> Given records
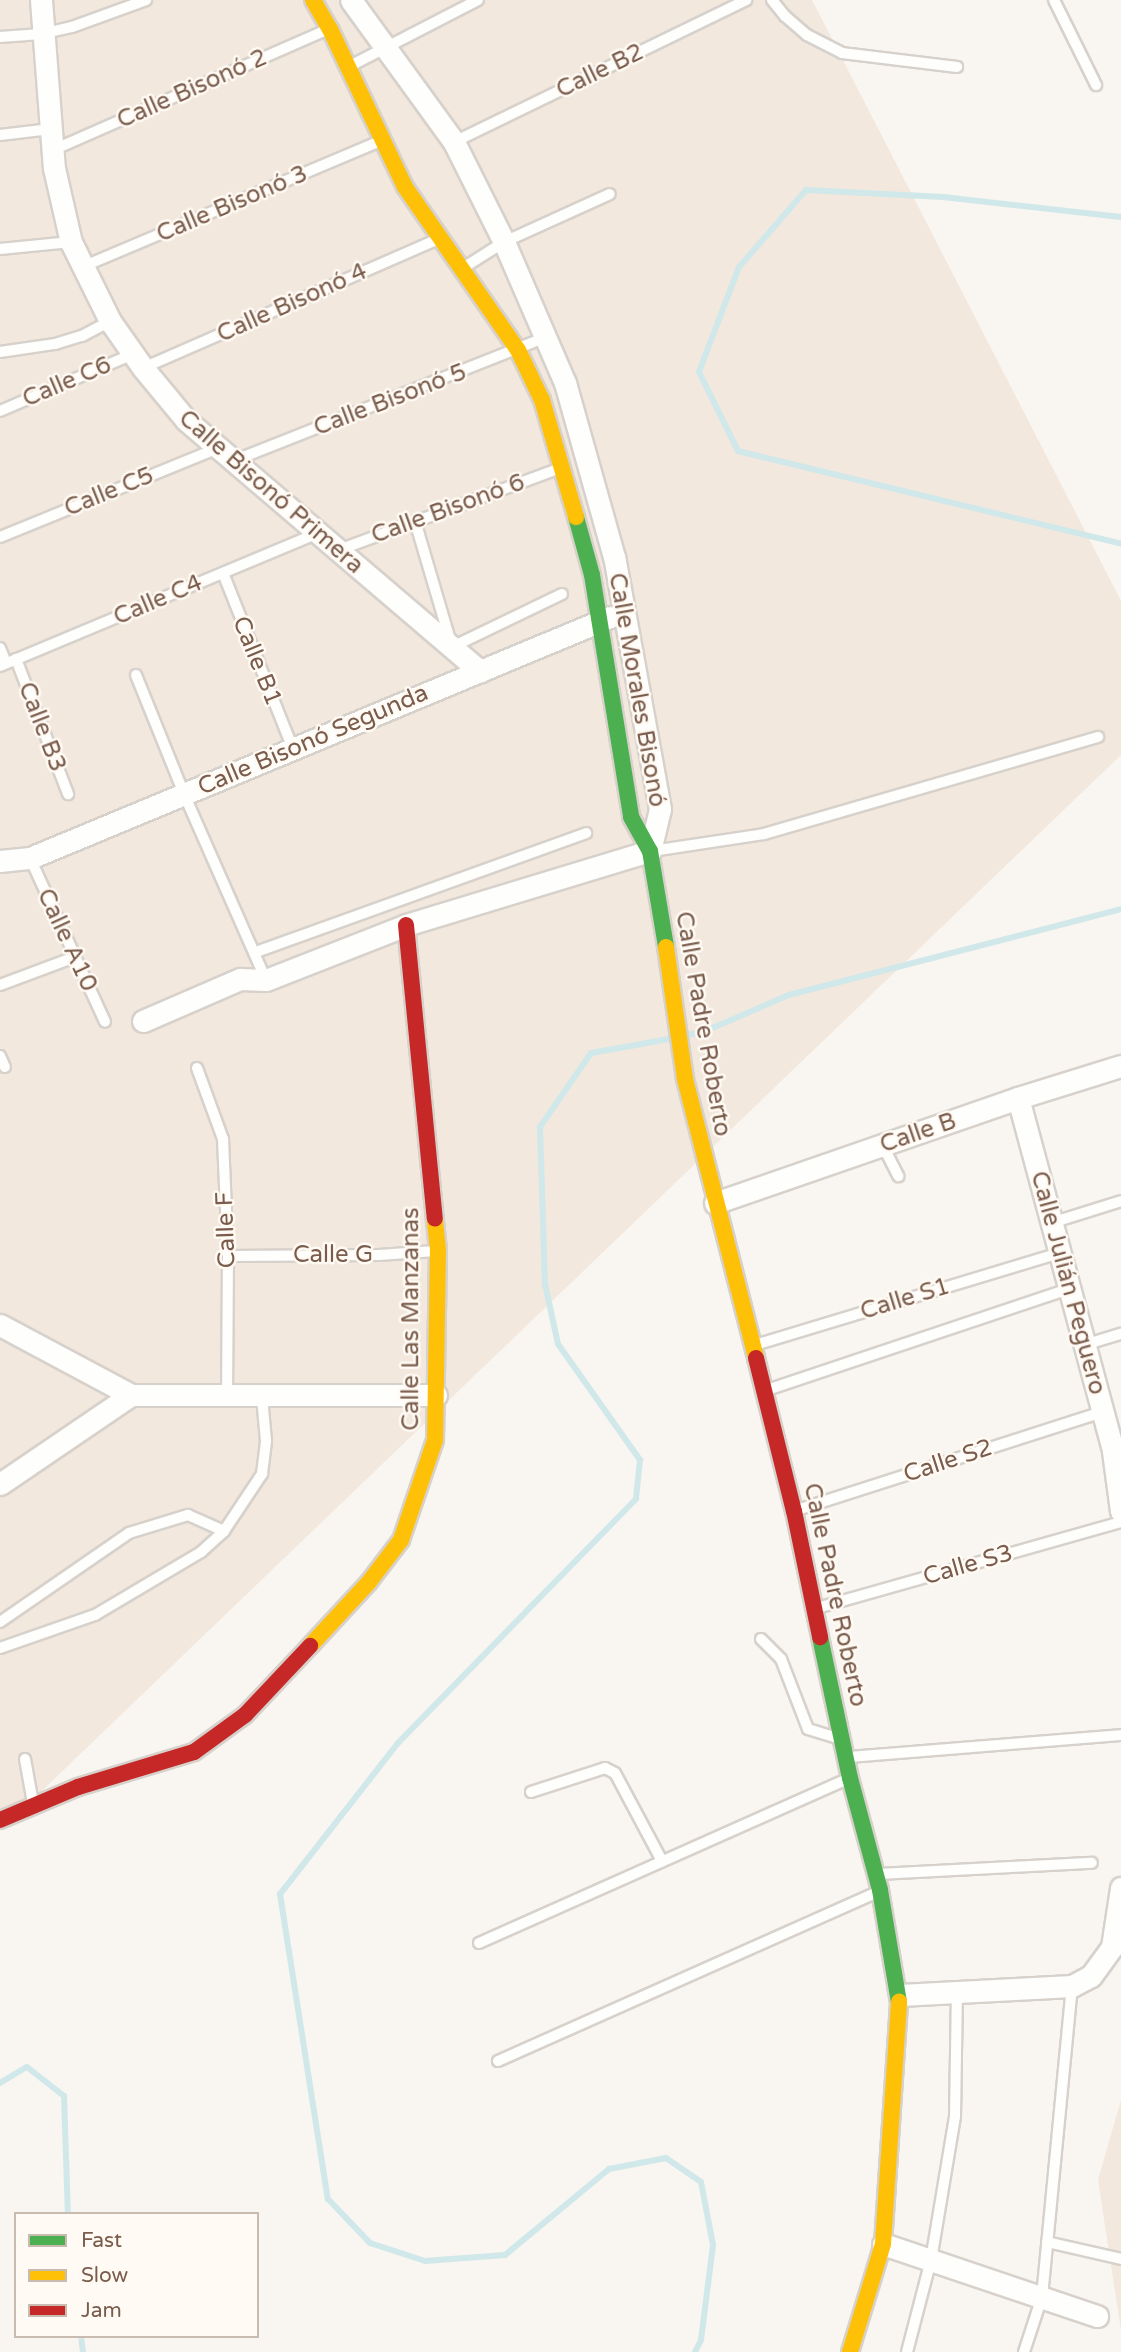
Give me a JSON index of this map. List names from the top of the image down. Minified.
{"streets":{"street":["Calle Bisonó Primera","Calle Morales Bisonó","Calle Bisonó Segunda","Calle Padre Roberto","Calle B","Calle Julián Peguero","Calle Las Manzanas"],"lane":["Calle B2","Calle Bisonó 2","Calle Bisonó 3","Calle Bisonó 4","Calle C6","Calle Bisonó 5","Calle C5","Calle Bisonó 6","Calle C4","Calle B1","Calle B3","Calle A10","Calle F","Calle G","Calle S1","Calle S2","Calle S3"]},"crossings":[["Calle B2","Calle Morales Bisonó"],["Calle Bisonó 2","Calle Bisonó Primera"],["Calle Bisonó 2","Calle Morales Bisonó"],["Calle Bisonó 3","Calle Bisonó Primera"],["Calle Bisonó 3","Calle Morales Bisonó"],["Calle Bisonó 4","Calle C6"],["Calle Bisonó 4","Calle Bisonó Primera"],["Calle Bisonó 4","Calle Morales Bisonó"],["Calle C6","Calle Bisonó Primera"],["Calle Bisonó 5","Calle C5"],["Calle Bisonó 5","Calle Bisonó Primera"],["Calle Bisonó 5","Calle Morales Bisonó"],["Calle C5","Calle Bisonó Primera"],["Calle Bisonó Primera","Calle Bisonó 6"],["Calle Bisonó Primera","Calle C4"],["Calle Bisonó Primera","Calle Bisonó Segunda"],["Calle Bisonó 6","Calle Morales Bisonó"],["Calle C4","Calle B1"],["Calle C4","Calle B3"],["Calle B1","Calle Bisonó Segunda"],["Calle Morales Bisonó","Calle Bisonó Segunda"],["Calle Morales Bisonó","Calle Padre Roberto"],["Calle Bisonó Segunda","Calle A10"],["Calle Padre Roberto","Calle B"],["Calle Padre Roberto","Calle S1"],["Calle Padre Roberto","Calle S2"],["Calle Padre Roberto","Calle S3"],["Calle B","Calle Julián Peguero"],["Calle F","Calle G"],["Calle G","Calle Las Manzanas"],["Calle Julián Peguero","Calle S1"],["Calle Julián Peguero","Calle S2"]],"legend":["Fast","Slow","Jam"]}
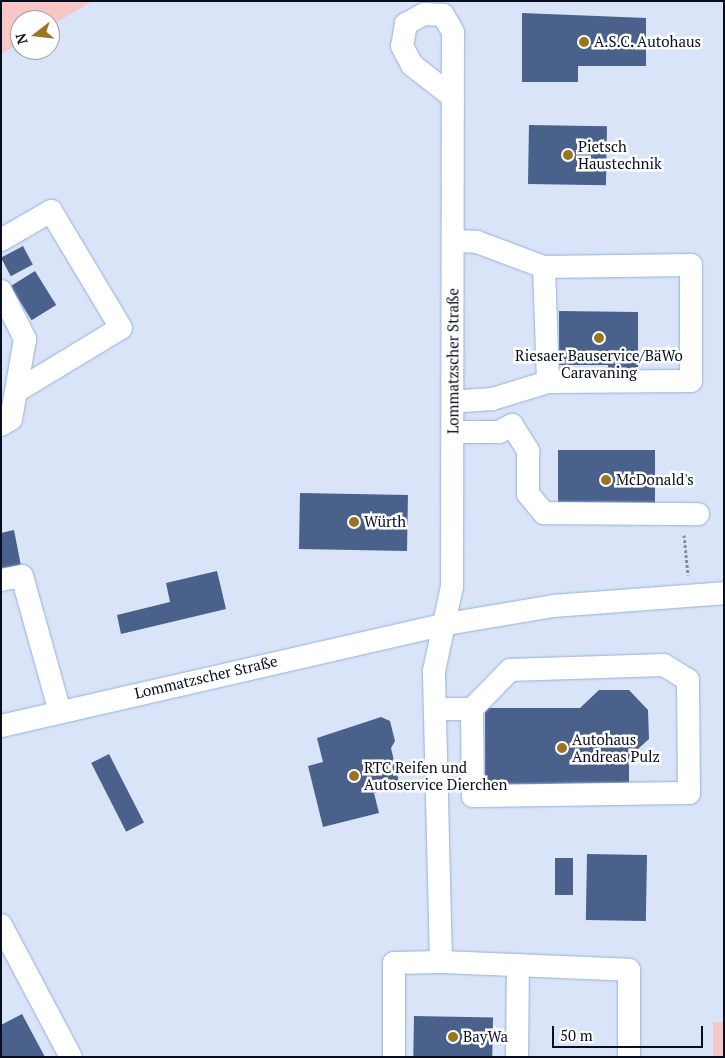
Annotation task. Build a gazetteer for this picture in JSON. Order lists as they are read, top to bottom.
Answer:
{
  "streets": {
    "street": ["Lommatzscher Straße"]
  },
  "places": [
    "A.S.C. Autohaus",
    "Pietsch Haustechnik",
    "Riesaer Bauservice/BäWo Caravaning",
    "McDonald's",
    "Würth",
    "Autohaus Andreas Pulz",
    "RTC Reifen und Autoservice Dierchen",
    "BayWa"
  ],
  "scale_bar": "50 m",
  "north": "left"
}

> Required work
Would you return the whole listing exactly, without the pictures?

> Problem solution
Give me a JSON index of this map. List names from the top of the image down. Minified.
{"streets":{"street":["Calle Bisonó Primera","Calle Morales Bisonó","Calle Bisonó Segunda","Calle Padre Roberto","Calle B","Calle Julián Peguero","Calle Las Manzanas"],"lane":["Calle B2","Calle Bisonó 2","Calle Bisonó 3","Calle Bisonó 4","Calle C6","Calle Bisonó 5","Calle C5","Calle Bisonó 6","Calle C4","Calle B1","Calle B3","Calle A10","Calle F","Calle G","Calle S1","Calle S2","Calle S3"]},"crossings":[["Calle B2","Calle Morales Bisonó"],["Calle Bisonó 2","Calle Bisonó Primera"],["Calle Bisonó 2","Calle Morales Bisonó"],["Calle Bisonó 3","Calle Bisonó Primera"],["Calle Bisonó 3","Calle Morales Bisonó"],["Calle Bisonó 4","Calle C6"],["Calle Bisonó 4","Calle Bisonó Primera"],["Calle Bisonó 4","Calle Morales Bisonó"],["Calle C6","Calle Bisonó Primera"],["Calle Bisonó 5","Calle C5"],["Calle Bisonó 5","Calle Bisonó Primera"],["Calle Bisonó 5","Calle Morales Bisonó"],["Calle C5","Calle Bisonó Primera"],["Calle Bisonó Primera","Calle Bisonó 6"],["Calle Bisonó Primera","Calle C4"],["Calle Bisonó Primera","Calle Bisonó Segunda"],["Calle Bisonó 6","Calle Morales Bisonó"],["Calle C4","Calle B1"],["Calle C4","Calle B3"],["Calle B1","Calle Bisonó Segunda"],["Calle Morales Bisonó","Calle Bisonó Segunda"],["Calle Morales Bisonó","Calle Padre Roberto"],["Calle Bisonó Segunda","Calle A10"],["Calle Padre Roberto","Calle B"],["Calle Padre Roberto","Calle S1"],["Calle Padre Roberto","Calle S2"],["Calle Padre Roberto","Calle S3"],["Calle B","Calle Julián Peguero"],["Calle F","Calle G"],["Calle G","Calle Las Manzanas"],["Calle Julián Peguero","Calle S1"],["Calle Julián Peguero","Calle S2"]],"legend":["Fast","Slow","Jam"]}
Annotation task. Build a gazetteer for this picture in JSON. Order lists as they are read, top to bottom.
Answer:
{
  "streets": {
    "street": ["Lommatzscher Straße"]
  },
  "places": [
    "A.S.C. Autohaus",
    "Pietsch Haustechnik",
    "Riesaer Bauservice/BäWo Caravaning",
    "McDonald's",
    "Würth",
    "Autohaus Andreas Pulz",
    "RTC Reifen und Autoservice Dierchen",
    "BayWa"
  ],
  "scale_bar": "50 m",
  "north": "left"
}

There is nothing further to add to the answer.